El primer juicio, antes de los llevados por el juez
O'Toole, duró un mes. Varios mecánicos de aviones, supervisores
y especialistas en audición dieron testimonios detallados. Por
su parte, United Airlines argumentaba que Sprague no podía realizar
las tareas esenciales del hangar, y expresaban su preocupación
por la seguridad de las pistas de un aeropuerto tan concurrido.
Pero sus argumentos contradecían todo aquello que afirmaban los
testigos y que habían demostrado otras pruebas.

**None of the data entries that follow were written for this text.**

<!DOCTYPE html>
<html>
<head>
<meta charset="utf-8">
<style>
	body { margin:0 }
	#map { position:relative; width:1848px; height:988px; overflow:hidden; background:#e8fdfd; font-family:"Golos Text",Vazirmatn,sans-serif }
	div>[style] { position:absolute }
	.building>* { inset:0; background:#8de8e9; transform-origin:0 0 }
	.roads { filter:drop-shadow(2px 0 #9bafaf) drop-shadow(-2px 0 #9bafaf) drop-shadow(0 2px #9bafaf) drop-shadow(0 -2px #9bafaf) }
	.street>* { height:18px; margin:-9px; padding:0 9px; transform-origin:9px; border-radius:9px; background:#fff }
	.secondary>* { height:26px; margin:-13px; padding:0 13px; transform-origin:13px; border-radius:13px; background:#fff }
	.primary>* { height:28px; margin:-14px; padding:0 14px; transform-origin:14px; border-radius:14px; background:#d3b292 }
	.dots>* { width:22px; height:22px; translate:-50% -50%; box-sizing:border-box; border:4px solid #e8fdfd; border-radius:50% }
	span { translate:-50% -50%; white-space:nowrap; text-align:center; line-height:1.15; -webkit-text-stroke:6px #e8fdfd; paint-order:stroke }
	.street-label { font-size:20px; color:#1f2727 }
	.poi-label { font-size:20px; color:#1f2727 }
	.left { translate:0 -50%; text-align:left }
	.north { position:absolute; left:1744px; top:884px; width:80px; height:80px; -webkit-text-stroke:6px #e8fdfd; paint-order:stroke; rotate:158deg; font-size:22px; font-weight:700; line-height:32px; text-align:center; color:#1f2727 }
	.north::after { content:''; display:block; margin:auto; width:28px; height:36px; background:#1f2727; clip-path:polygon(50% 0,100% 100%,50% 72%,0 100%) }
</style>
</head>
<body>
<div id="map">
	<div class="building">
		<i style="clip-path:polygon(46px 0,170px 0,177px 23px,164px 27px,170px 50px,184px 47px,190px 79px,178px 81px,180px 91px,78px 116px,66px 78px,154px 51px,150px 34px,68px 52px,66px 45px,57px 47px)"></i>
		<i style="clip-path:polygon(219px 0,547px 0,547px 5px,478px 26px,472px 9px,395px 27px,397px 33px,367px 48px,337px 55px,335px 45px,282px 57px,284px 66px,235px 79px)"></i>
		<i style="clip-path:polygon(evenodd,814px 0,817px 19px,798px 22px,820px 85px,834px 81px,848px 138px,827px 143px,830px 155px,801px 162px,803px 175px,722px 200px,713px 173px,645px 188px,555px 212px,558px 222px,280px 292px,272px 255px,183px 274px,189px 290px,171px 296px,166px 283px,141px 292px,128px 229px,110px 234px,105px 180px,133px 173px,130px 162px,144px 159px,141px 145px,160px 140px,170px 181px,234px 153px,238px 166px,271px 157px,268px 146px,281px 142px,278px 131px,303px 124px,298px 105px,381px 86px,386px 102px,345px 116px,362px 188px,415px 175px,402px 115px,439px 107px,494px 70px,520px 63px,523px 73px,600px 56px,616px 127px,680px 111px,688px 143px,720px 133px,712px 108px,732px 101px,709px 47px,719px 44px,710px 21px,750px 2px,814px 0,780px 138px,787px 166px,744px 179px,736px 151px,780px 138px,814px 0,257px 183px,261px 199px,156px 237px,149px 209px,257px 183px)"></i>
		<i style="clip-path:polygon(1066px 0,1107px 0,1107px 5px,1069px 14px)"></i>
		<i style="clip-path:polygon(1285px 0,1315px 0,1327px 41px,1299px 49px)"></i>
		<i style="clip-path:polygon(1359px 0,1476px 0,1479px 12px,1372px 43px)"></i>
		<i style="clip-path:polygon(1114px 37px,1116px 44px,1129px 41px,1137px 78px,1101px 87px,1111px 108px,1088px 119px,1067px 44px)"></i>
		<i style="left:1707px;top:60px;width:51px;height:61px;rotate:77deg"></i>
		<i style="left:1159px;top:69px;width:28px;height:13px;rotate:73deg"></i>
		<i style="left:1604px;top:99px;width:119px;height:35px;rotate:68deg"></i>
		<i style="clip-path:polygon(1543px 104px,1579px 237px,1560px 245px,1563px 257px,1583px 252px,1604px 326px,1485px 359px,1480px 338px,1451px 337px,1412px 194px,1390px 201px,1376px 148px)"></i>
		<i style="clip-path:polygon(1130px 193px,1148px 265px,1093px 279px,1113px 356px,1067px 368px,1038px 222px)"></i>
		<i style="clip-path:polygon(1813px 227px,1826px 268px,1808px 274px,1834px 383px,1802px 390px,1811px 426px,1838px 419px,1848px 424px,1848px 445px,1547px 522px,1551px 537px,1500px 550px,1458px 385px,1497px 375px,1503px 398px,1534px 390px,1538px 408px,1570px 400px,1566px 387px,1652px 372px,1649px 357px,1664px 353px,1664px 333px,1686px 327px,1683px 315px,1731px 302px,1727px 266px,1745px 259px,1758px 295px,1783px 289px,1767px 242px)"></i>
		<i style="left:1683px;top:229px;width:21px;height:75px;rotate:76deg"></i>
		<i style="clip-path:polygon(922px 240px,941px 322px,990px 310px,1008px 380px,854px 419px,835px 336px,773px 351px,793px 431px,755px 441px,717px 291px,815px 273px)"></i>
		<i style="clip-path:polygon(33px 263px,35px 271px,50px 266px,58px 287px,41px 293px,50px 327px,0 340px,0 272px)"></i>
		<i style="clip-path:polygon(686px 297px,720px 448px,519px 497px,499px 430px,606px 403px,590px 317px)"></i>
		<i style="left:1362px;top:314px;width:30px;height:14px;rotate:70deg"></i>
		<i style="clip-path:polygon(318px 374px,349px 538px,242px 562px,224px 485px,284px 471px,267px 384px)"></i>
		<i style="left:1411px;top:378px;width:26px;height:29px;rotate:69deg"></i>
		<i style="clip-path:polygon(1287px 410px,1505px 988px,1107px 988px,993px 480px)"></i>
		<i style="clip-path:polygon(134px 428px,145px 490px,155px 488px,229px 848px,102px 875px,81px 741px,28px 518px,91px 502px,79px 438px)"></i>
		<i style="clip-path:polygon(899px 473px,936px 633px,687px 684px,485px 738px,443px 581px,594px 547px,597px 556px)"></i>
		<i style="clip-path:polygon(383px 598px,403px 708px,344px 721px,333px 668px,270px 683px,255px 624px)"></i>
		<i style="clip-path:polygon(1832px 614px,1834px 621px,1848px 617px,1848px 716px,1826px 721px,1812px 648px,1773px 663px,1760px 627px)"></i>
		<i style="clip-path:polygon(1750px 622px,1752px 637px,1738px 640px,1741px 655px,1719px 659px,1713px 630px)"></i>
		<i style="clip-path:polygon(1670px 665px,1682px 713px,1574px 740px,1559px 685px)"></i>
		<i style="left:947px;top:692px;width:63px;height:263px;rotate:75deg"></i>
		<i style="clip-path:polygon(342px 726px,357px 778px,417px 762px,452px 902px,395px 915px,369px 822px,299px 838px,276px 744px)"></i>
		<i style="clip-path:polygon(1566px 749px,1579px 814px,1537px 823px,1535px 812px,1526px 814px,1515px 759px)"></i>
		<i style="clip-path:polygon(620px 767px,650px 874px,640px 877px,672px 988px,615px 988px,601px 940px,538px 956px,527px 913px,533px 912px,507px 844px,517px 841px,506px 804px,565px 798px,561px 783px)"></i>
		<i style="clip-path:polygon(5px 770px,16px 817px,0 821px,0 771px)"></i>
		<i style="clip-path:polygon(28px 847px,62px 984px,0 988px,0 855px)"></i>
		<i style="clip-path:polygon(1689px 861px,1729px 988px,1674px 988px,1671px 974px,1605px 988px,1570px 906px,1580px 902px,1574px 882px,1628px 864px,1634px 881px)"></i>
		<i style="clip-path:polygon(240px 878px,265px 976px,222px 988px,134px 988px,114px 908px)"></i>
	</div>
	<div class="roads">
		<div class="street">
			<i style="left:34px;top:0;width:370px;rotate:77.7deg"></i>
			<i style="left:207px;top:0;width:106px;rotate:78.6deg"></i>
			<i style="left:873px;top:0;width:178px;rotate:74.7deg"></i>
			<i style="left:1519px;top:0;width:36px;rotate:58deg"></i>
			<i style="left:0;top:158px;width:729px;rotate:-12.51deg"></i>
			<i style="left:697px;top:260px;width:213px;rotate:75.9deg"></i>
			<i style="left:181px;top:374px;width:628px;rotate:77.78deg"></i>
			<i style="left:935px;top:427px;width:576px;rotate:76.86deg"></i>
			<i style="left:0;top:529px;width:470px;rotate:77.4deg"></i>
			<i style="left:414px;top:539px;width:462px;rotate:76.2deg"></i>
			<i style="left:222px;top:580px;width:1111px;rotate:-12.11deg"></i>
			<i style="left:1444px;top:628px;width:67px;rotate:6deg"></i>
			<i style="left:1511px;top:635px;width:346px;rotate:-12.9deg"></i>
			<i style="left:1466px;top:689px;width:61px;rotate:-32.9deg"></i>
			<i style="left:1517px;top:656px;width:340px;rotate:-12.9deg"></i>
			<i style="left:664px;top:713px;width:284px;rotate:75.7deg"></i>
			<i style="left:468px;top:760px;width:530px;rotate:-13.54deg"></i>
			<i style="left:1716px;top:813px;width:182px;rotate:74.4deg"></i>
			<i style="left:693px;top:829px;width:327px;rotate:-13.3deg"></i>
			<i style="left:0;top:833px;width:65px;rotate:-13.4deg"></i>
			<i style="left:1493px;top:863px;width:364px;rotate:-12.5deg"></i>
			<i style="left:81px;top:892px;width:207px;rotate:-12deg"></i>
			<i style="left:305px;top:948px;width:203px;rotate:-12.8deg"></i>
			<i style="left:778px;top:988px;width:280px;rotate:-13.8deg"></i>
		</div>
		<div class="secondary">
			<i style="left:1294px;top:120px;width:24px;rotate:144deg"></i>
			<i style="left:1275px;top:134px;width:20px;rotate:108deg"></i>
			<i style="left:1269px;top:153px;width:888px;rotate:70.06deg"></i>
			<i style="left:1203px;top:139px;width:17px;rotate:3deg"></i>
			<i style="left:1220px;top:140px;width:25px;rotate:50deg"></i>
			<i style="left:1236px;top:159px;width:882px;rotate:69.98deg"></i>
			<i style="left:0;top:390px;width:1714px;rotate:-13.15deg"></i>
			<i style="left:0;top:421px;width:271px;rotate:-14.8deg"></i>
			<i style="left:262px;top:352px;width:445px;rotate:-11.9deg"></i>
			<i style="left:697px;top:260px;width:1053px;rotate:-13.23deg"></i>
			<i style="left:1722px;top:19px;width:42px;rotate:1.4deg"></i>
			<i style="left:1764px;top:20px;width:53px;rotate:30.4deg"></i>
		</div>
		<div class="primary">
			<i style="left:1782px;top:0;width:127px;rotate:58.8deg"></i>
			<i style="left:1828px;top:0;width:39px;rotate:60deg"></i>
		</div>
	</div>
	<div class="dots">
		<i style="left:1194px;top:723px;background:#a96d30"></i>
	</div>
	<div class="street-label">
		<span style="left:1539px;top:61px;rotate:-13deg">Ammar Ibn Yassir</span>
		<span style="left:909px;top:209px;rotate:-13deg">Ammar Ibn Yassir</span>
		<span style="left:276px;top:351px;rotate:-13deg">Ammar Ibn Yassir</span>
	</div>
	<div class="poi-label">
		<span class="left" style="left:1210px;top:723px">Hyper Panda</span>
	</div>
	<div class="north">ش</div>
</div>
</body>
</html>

El juez O'Toole entendió que la compañía aérea había
actuado "de mala fe", y en su opinión, los escritos explicando
las razones de la denegación del puesto de trabajo eran contradictorios,
y sugerían simplemente que la compañía no quería a un discapacitado
auditivo profundo en sus pistas.
Como el proceso de apelación se hacía interminable,
John Sprague estuvo a punto de tirar la toalla y abandonar, pero
al final, las pruebas cayeron por su propio peso en contra de
la compañía United Airlines. El 30 de septiembre, el juez O'Toole,
elevó la cantidad a pagar por daños y pérdida de salario a 420.000
dólares, más los gastos y salarios de los abogados - en total,
alrededor de un millón de dólares - y reiteró la orden de que
la UAL colocase a Sprague en su puesto de trabajo. La compañía,
actualmente amenazada por la bancarrota a consecuencia de los
atentados ocurridos en 2001, está dispuesta a llegar a un acuerdo.
Sprague recupera por fin su puesto de trabajo haciendo lo que
siempre había querido hacer, trabajando en el turno de media noche
en el hangar del aeropuerto JFK. Para él nunca fue un asunto de
dinero sino un sueño que quería realizar y una lucha por mantener
los derechos de las personas discapacitadas.